Work to ensure readability. Although most embedded projects seem to have short development-cycles, the projects often live longer than you might expect and another developer will undoubtedly have to work with your code.
I've worked on 8-bit PIC processors with similar limitations.
One restriction you don't have is how many comments you make or what you choose to name your methods, variables, etc.. Take advantage. Speed and size constraints do sometimes trump organization, but you can always explain.
Another tip is to break up a logical source file into even more pieces than you need, then bind them by #includeing them in a compilation unit. This allows you to have lots of reusable code (even one routine per file) but combine in whatever order you need. This is useful e.g. when trying to meet compilation unit size restrictions, or to pick and choose which common subroutines you need on the next project.
I try to organize it as if I had unlimited RAM and ROM, and it usually works out fine. As mentioned elsewhere, do not try to optimize it until you absolutely need to.
If you can get a pin-compatible processor that has more resources, it's better to get it working on that, concentrating on good structure and layout, then optimize for size later when you understand the code better.
Except under exceptional circumstances (see note), the organisation of your code will have no impact on the final product. (contents of the code are obviously a different matter)
So with that in mind you should organise your code as you would any other project.
With that said, the following are fairly typical:
If this is a processor that you've worked on before, or will be working on in the future, you will usually want to keep a dedicated hardware abstraction layer that can be shared between projects in the future.

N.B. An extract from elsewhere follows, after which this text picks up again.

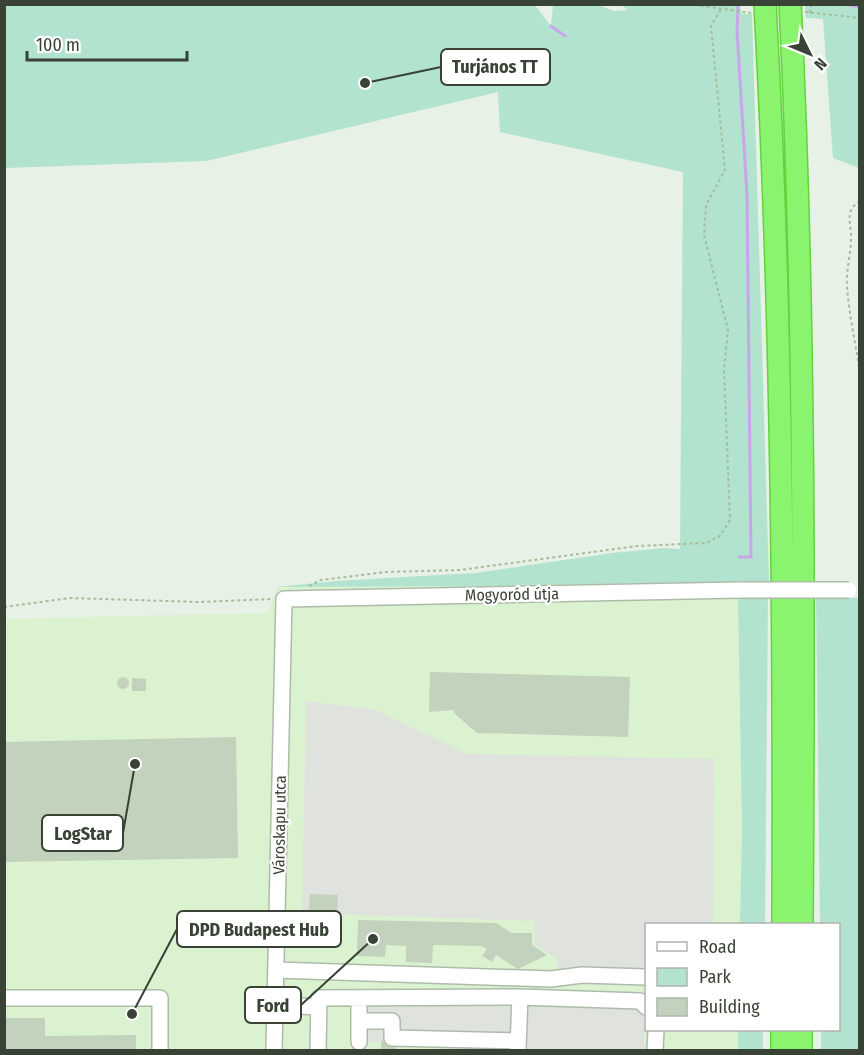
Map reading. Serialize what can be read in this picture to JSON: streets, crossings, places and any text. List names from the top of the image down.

Typically this module would contain items like routines for managing any uarts, timers etc.
Usually it's reasonable to maintain a set of platform specific code for initialisation and setup that performs all of the configuration and initialisation up to the point where your executive takes over and runs your application. It will also include platform specific hal routines.

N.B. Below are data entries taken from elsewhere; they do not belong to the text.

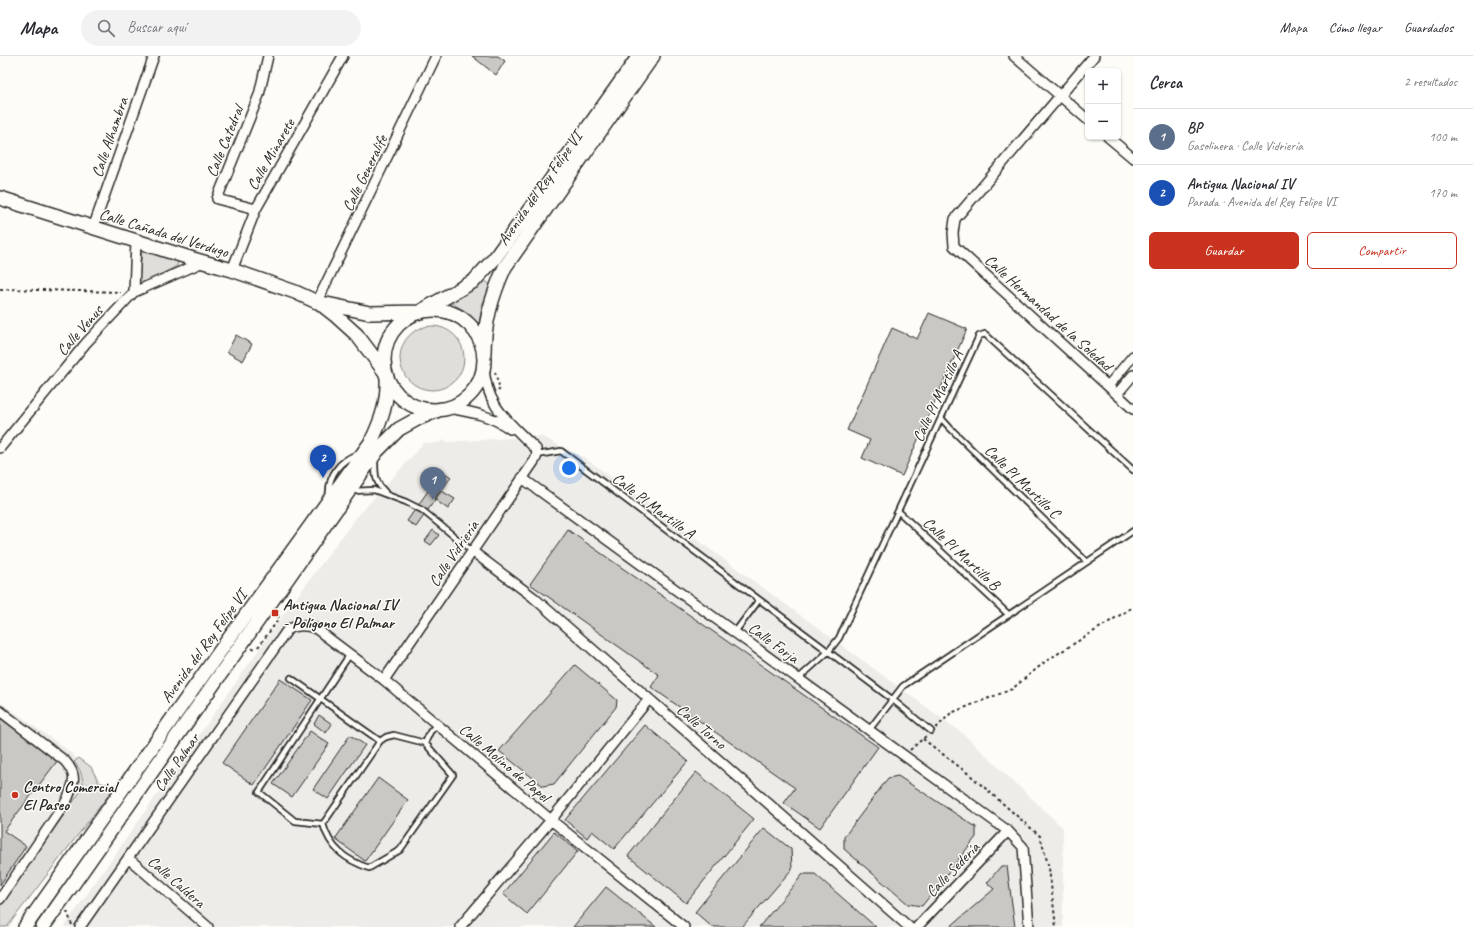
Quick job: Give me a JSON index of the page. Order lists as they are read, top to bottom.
{
  "streets": {
    "main road": ["Avenida del Rey Felipe VI", "Calle Cañada del Verdugo"],
    "street": [
      "Calle Alhambra",
      "Calle Catedral",
      "Calle Minarete",
      "Calle Generalife",
      "Calle Hermandad de la Soledad",
      "Calle Venus",
      "Calle Vidriería",
      "Calle Forja",
      "Calle Torno",
      "Calle Palmar",
      "Calle Molino de Papel",
      "Calle Sedería",
      "Calle Caldera"
    ],
    "lane": ["Calle Pl Martillo A", "Calle Pl Martillo C", "Calle Pl Martillo B"]
  },
  "crossings": [
    ["Calle Alhambra", "Calle Cañada del Verdugo"],
    ["Calle Catedral", "Calle Minarete"],
    ["Calle Minarete", "Calle Cañada del Verdugo"],
    ["Calle Generalife", "Calle Cañada del Verdugo"],
    ["Calle Cañada del Verdugo", "Calle Venus"],
    ["Calle Pl Martillo A", "Calle Pl Martillo C"],
    ["Calle Pl Martillo A", "Calle Vidriería"],
    ["Calle Pl Martillo A", "Calle Pl Martillo B"],
    ["Calle Pl Martillo A", "Calle Forja"],
    ["Calle Vidriería", "Calle Forja"],
    ["Calle Vidriería", "Calle Torno"],
    ["Calle Vidriería", "Calle Molino de Papel"],
    ["Calle Forja", "Calle Sedería"],
    ["Calle Palmar", "Calle Molino de Papel"],
    ["Calle Palmar", "Calle Caldera"]
  ],
  "places": {
    "transit": ["Antigua Nacional IV - Polígono El Palmar"],
    "other": ["Centro Comercial El Paseo"]
  },
  "page": {
    "header": "Mapa",
    "search": "Buscar aquí",
    "nav": ["Mapa", "Cómo llegar", "Guardados"],
    "heading": ["Cerca", "2 resultados"],
    "map_buttons": ["+", "−"],
    "list": [
      {
        "mark": "1",
        "name": "BP",
        "note": "Gasolinera · Calle Vidriería",
        "value": "100 m"
      },
      {
        "mark": "2",
        "name": "Antigua Nacional IV",
        "note": "Parada · Avenida del Rey Felipe VI",
        "value": "170 m"
      }
    ],
    "buttons": ["Guardar", "Compartir"],
    "pins": ["2", "1"]
  }
}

The executive/application is probably maintained as a separate module. All of the hardware specific code should be hidden in the hal (as mentioned above).
By splitting your code up like this you also have the option of compiling and running your application as a simulation, on a completely different platform, just by replacing the hardware specific code with routines that mimic the hardware.
This can be good for unit testing and debugging and algorithmic problems you might have.
Exceptional circumstances as might be imposed by unusual compiler restrictions. eg. I've come across some compilers that expect all interrupt service routines to be compiled within a single object file.
I've worked with some sensors like the Tmote Sky, I too have seen poor organization, and I have to admit i have contributed to it. Anyway I'd say that some confusion has to be, because loading too much modules or too much part of program will be (imho) resource killing too, so try to be aware of a threshold between organization and usability on the low resources.
Obviously this don't mean let caos begin, but for example try to get a look on the organization of the tinyOS source code and applications, it's an idea on what I'm trying to say.
Although it is a bit painful, one organization technique that is somewhat common with embedded C libraries is to split every single function and variable into a separate C source file, and then aggregate the resulting collection of O files into a library file.
The motivation for doing this is that for most normal linkers the unit of linkage is an object, for every object you either get the whole object or none of it. Since there is a 1-1 relationship between C files and object files, putting each symbol in it's own C file gives each one it's own object. This in turn lets the linker pull in only that subset of functions and variables that are actually used.
This sort of game doesn't help at all for headers they can happily be left as single files.